Pattie Lovett-Reid: Want to become a landlord? Consider this first
I’ll never own a home in an urban centre, and I’m okay with that.
I hear this so often from those thinking the housing market, while cooling, will never cool enough. Those same people figure the only option is to leave town to buy or never own, convincing themselves they are left with little alternative.
Not so fast. A new poll from CIBC suggests if there is a will there is a way.
Fifty-four per cent of millennial homeowners are opting for an income property. Before you scoff at the idea, or if you think being a landlord isn’t worth the trouble, you might want to reconsider. The poll found those who own a separate rental property earn on average $2,189 per month – that’s a whopping 50 per cent more than their monthly costs. For those who rent out a portion of their home, savings can be as much as 70 per cent, according to CIBC.
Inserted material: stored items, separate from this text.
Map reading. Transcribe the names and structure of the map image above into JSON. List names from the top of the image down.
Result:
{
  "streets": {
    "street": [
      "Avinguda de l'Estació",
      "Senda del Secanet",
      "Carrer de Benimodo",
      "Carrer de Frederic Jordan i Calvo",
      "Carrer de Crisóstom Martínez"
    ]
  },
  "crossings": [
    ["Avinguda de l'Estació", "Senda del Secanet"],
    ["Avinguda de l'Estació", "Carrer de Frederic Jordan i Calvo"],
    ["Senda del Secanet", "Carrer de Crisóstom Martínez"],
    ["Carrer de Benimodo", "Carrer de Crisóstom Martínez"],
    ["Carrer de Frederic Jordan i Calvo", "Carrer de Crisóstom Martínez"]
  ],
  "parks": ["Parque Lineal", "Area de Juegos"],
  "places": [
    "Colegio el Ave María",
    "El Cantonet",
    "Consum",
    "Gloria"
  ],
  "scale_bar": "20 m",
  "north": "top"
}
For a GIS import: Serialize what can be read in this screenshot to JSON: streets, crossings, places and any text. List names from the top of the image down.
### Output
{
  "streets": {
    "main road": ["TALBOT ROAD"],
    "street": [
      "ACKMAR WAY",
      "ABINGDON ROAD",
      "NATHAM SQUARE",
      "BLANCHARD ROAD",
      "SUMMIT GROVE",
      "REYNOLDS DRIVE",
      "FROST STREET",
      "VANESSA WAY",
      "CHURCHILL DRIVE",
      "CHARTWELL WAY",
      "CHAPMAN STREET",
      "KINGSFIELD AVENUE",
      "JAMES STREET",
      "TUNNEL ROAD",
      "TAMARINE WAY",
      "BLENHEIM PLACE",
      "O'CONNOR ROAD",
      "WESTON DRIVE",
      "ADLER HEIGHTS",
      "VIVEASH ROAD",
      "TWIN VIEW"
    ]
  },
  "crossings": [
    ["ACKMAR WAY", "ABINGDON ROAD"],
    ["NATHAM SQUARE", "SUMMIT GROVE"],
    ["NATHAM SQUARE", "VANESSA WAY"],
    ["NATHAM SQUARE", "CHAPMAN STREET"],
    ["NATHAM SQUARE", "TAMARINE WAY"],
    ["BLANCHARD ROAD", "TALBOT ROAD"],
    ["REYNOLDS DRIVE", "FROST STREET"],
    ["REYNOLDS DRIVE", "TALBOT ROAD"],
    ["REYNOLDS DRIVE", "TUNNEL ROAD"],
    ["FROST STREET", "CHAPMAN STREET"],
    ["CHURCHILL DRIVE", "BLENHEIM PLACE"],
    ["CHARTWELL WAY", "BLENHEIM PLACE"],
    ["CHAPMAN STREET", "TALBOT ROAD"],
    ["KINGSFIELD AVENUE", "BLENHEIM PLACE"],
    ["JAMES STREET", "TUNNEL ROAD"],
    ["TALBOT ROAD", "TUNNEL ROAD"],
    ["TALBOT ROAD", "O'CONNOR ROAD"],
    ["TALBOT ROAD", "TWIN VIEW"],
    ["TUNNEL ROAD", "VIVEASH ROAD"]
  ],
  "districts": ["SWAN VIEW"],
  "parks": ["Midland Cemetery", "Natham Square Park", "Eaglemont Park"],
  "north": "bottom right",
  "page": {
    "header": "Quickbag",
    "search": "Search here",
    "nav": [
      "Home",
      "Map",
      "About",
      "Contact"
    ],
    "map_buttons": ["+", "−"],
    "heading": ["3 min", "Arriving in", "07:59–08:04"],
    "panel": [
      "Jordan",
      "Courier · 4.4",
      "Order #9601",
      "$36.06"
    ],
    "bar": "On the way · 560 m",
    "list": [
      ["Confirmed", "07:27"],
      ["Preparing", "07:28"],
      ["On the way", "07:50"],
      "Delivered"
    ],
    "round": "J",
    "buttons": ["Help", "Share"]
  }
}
This can be a brilliant strategy given the high cost of housing and a growing appetite to create an additional revenue stream. Sure, this doesn’t come without challenges. You need to find the right renter, price it appropriately, there will be ongoing maintenance costs, and as landlord, you really are always on call. However, if your dream is homeownership, this can be financially advantageous.
It isn’t for everyone though. Eighty per cent of homeowners surveyed agree that while renting out space in their home makes financial sense, they don’t want to give up their time and privacy to do it. Another 30 per cent say their top concern is dealing with unexpected costs for maintenance and repairs.
Keep in mind financially rewarding doesn’t necessarily equal easy money.
According to Jamie Golombek, managing director, tax and estate planning with CIBC, there are five hacks to consider before becoming a landlord:
1. Be clear about your income expectations. You’ll have to pay tax on rental income and expect to spend one to two months of rental income on property maintenance and repairs.
2. Invest in the location and quality of your space to attract quality tenants.
3. Understand your legal obligations as a landlord as well as zoning and insurance issues for renting out your space.
4. Be prepared to spend time and energy addressing tenant concerns promptly.
5. Stay organized and keep records of all rental expenses.
Finally, the poll found 69 per cent of landlords admit to discounting rent to family and friends. Be careful, because this could limit your ability to deduct expenses or claim a loss. I’m not suggesting this isn’t a nice thing to do – or even the right thing to do – but if you are looking for your rental property to be financially lucrative, strip out the emotion and treat it like a business.